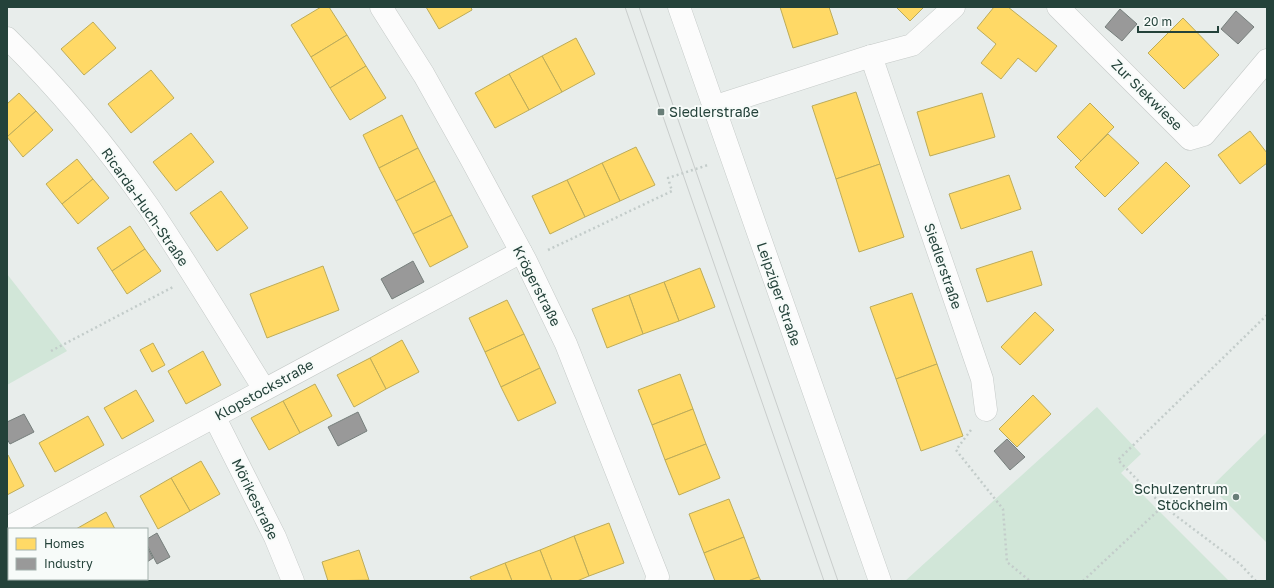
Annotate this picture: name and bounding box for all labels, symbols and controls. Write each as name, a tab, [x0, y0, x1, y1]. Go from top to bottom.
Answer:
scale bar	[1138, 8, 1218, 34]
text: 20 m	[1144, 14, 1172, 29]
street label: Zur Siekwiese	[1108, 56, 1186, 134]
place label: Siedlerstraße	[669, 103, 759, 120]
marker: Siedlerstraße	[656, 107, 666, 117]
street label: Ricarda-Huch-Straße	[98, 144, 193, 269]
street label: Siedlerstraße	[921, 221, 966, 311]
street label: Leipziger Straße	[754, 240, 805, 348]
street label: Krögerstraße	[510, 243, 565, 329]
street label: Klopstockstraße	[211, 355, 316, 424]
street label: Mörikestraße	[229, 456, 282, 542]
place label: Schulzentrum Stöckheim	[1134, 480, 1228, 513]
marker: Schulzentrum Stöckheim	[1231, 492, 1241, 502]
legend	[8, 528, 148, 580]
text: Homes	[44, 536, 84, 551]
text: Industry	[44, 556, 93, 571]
----------------
Please retype every entry above exactly, leaving out any picture.

Solution to this task:
Annotate this picture: name and bounding box for all labels, symbols and controls. Write each as name, a tab, [x0, y0, x1, y1]. Go from top to bottom.
Answer:
scale bar	[1138, 8, 1218, 34]
text: 20 m	[1144, 14, 1172, 29]
street label: Zur Siekwiese	[1108, 56, 1186, 134]
place label: Siedlerstraße	[669, 103, 759, 120]
marker: Siedlerstraße	[656, 107, 666, 117]
street label: Ricarda-Huch-Straße	[98, 144, 193, 269]
street label: Siedlerstraße	[921, 221, 966, 311]
street label: Leipziger Straße	[754, 240, 805, 348]
street label: Krögerstraße	[510, 243, 565, 329]
street label: Klopstockstraße	[211, 355, 316, 424]
street label: Mörikestraße	[229, 456, 282, 542]
place label: Schulzentrum Stöckheim	[1134, 480, 1228, 513]
marker: Schulzentrum Stöckheim	[1231, 492, 1241, 502]
legend	[8, 528, 148, 580]
text: Homes	[44, 536, 84, 551]
text: Industry	[44, 556, 93, 571]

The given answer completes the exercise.